All in all, however, these two things are safe: either a copy is happening and is stored along with the creation of the block on the heap, or the variable itself is having its lifetime prolonged by a sort of automatic-tracking. The second of these is very against the typical properties of C, but that matters little in the face of the obvious safety it brings to the table. Unfortunately, because all of this happens magically and in a mostly-unspecified manner, it’s very detrimental to the proliferation of the C ecosystem and having several loosely-connected implementations working towards the same improved implementations.
3.2.4. Optimization: Folding Escapes
As a matter of optimization, Blocks do not necessarily have to pollute the heap. And indeed, most immediately invocations of a block or pass-down (rather than pass-up) invocations that are visible will be optimized into a direct call. Unfortunately, this is not something that is encouraged by the general design of Apple Blocks and Objective-C or Objective-C++. Because taking the address or passing the function along leaves it open to how far the handle-to-some-heap Block-typed object might be passed, compilers have to correctly (and pessimistically) generate the full, indirect-function-call representation as a matter of course. Block_copy also needs to be used, explicitly, in many cases, making it not much better in regular C code.
Swift solves this problem while still being compatible with Objective-C and C++ by making it so every "Block" or "Closure" type must be annotated if it "escapes" beyond the compiler’s knowledge, otherwise the program just refuses to compile ([swift-escapes]). This allows aggressive optimization to be applied by-default, with weaker static analysis-based optimizations or escape analysis optimization only acting as a fallback in the @escaping-annotated case. The annotation also makes it so Block_copy does not need to be invoked and rather than having to copy it to a heap version of itself, it is simply put in the right format and place, ready to interoperate cleanly with C, C++, Objective-C or Objective-C++.

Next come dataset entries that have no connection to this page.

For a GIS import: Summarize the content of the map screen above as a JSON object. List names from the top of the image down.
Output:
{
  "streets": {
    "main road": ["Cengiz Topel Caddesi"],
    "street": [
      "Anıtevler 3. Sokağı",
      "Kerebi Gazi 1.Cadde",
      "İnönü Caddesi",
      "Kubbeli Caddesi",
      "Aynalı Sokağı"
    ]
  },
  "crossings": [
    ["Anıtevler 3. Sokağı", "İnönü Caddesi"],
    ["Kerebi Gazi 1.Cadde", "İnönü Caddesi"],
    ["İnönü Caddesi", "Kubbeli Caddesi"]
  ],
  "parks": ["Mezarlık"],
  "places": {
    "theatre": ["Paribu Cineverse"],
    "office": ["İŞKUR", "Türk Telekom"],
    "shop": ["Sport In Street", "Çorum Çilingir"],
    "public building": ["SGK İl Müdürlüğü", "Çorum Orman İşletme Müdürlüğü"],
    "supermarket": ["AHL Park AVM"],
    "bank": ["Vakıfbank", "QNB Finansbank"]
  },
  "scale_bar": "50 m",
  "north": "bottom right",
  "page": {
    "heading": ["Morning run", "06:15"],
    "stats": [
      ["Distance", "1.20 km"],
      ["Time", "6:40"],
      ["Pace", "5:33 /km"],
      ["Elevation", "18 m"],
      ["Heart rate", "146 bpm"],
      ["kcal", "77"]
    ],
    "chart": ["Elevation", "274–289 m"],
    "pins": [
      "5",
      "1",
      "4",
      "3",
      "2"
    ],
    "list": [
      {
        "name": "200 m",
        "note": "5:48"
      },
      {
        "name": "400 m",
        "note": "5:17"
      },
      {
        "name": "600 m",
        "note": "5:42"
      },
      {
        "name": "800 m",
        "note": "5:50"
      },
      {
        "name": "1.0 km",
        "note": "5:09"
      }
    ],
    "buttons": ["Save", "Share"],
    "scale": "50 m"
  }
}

In the opposite direction, the C-style attribute that can be used to say "the closure never escapes", which enables optimizations for crunching the object down and assuming that it never is invoked outside of the function. This is available through the NS_NOESCAPE macro, which expands to __attribute__((noescape)) and can be used to gain better binary size and reduce indirection for code execution speed where possible.
3.3. C++-Style Lambdas
C++ lambdas, despite coming from C++ initially, is the only solution not to apply executable stack, separate stack, Function Descriptors, or other dynamic/runtime data, to the problem. It was detailed in a large collection of proposals from Jens Gustedt and almost made C23, but ambition in trying to allow for type-generic programming through lambdas with auto parameters stalled progress and ultimately halted everything ([n2923] [n2924] [n2892] [n2893]). It makes a unique type for each and every lambda object that gets created using the syntax [ captures ... ] ( args ... ) { /* code ... */ }, and that object has an implementation-defined but compile-time known size.
NOTE: While type inference for function returns are not yet in, a section of [n2923] was broken off for just variable definitions which ultimately succeeded. Type-inferred variable declarations work properly in C23 and are an important part of Lambdas being able to work in the manner envisioned by Gustedt’s proposals and by C++.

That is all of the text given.